WHAT YOU ARE ASKED TO DO:
Copy out each line below in which the string "gazetteer" appears.

EXERCISE MATERIAL:
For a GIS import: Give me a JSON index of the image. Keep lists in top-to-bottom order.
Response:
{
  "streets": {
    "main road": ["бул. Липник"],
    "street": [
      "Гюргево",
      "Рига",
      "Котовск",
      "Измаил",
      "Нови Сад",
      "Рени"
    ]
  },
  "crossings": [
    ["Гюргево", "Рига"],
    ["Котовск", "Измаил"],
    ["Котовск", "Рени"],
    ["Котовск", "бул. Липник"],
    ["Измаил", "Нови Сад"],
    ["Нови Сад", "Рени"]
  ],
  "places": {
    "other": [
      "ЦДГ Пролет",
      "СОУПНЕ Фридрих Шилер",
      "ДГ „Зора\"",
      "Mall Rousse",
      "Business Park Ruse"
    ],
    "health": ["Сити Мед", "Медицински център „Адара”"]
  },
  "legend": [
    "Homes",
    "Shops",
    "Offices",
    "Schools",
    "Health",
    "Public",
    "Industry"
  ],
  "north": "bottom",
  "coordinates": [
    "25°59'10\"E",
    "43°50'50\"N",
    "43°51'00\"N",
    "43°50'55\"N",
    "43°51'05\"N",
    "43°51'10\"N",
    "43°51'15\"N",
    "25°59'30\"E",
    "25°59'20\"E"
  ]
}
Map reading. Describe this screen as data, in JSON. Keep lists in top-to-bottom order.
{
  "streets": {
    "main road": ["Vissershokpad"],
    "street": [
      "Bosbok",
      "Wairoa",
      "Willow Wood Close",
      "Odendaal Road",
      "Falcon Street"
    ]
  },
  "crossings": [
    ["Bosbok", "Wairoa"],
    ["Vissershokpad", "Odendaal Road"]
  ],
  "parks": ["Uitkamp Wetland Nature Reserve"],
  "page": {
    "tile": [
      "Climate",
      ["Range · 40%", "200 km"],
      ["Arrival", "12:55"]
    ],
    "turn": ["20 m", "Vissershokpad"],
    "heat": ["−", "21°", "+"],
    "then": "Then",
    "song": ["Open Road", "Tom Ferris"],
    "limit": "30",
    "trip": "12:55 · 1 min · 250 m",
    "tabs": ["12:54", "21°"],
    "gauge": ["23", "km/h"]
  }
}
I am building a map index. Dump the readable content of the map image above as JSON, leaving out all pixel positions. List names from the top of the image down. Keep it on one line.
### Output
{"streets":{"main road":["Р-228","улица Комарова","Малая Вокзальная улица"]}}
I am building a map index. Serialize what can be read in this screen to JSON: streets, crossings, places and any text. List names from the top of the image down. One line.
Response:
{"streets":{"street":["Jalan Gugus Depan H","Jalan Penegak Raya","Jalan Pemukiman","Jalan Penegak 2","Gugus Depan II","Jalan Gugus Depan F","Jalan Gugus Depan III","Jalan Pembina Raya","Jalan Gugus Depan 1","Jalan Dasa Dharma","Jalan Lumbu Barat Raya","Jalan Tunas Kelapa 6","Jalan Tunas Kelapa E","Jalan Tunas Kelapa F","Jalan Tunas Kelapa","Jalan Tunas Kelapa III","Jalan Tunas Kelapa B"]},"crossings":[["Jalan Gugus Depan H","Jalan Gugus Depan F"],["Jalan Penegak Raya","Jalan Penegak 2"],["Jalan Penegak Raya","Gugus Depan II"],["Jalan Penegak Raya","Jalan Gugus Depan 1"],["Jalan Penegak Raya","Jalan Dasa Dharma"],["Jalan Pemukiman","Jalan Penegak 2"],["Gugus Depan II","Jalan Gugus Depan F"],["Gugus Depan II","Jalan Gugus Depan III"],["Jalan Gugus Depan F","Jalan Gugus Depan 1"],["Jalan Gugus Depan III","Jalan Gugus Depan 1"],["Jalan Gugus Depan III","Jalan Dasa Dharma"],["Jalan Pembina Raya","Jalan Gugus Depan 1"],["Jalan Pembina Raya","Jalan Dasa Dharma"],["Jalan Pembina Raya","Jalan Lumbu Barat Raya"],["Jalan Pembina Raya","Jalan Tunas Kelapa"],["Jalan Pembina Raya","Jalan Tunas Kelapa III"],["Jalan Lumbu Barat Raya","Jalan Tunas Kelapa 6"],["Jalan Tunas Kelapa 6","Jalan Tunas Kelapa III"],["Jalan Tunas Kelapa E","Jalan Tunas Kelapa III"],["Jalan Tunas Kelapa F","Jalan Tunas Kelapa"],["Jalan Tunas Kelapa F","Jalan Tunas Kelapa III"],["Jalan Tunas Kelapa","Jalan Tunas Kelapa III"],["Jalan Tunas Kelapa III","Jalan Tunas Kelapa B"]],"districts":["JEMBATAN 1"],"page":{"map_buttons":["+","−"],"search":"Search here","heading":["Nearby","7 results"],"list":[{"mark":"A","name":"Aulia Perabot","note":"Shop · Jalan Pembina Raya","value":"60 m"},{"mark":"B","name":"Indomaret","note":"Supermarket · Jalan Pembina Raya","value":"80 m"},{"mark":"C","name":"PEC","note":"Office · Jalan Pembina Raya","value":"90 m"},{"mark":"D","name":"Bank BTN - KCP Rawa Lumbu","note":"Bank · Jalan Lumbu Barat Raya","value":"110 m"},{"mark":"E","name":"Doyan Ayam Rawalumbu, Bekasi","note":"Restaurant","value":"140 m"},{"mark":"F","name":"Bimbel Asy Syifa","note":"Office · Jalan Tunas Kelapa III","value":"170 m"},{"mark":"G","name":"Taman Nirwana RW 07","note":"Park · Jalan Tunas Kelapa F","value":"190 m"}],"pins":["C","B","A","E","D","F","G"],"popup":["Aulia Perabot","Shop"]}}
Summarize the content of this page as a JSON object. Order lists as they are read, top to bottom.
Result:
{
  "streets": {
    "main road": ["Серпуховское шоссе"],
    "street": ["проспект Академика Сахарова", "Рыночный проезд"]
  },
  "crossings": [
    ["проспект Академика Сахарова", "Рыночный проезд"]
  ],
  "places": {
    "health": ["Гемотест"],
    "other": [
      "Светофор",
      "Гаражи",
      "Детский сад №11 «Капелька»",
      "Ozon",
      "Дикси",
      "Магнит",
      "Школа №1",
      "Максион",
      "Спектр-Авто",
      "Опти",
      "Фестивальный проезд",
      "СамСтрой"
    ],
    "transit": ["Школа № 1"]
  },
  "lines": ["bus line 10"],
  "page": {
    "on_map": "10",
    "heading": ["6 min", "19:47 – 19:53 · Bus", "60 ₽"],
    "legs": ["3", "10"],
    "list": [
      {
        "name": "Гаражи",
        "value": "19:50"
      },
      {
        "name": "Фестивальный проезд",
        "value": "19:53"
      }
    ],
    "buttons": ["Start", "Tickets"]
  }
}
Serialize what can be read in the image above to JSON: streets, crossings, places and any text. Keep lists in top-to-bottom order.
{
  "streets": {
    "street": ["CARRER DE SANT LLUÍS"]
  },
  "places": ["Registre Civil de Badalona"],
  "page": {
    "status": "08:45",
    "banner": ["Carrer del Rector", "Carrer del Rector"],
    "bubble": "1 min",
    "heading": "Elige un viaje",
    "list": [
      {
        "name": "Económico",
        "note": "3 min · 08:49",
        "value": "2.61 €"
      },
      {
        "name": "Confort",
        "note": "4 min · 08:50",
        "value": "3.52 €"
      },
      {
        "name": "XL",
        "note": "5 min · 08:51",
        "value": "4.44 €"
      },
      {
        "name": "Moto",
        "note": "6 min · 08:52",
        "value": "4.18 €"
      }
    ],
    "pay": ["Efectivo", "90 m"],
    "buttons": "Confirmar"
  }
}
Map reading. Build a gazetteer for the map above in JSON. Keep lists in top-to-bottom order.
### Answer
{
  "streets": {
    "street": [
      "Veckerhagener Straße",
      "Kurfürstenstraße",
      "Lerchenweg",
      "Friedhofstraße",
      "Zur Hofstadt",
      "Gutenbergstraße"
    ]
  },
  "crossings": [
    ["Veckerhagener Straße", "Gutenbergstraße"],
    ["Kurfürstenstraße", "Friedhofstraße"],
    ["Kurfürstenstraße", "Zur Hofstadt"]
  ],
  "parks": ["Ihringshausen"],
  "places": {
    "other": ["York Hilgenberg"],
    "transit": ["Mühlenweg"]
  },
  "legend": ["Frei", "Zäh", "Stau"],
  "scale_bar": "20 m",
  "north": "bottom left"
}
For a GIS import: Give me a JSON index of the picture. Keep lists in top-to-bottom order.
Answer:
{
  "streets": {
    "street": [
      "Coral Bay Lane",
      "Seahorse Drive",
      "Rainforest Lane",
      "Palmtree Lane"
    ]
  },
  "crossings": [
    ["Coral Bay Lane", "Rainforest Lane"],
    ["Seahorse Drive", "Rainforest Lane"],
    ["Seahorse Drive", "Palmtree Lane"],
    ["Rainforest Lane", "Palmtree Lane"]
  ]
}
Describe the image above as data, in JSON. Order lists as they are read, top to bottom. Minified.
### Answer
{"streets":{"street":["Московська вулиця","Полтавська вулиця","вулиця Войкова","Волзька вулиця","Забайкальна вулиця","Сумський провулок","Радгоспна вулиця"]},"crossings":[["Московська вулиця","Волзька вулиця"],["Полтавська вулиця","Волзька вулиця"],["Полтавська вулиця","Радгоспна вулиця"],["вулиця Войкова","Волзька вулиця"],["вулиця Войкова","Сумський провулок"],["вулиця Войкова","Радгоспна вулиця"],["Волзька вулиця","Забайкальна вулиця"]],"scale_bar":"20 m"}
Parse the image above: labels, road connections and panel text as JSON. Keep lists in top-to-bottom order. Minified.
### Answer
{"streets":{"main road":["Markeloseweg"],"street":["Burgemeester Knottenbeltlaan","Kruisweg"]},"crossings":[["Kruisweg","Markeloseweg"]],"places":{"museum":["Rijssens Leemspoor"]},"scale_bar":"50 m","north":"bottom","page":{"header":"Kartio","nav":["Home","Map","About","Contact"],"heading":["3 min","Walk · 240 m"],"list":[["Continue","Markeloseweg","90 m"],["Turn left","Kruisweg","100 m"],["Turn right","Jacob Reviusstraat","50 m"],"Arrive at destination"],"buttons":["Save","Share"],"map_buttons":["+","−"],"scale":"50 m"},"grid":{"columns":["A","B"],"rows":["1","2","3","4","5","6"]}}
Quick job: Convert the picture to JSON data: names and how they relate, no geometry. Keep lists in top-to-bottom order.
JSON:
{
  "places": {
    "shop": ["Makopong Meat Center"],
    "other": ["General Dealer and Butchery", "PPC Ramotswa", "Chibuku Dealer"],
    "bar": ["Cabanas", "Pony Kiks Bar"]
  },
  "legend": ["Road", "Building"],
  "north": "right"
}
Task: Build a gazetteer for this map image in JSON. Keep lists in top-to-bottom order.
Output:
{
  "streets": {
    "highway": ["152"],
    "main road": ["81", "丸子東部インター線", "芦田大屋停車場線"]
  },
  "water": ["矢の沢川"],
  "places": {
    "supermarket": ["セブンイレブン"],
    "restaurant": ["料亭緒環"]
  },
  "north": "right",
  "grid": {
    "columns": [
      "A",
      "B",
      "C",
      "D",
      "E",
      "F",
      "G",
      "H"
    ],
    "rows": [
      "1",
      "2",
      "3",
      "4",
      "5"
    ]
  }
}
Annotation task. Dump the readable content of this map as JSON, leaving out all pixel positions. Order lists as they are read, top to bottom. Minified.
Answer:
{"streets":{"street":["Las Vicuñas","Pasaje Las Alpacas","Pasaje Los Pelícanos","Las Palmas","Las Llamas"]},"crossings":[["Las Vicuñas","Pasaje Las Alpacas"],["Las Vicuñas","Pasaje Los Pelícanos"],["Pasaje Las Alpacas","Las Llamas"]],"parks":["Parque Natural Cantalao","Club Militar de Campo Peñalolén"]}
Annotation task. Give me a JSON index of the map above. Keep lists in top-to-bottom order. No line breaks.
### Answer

TASK RESPONSE:
Map reading. Build a gazetteer for the map above in JSON. Keep lists in top-to-bottom order.
Task: Build a gazetteer for this map image in JSON. Keep lists in top-to-bottom order.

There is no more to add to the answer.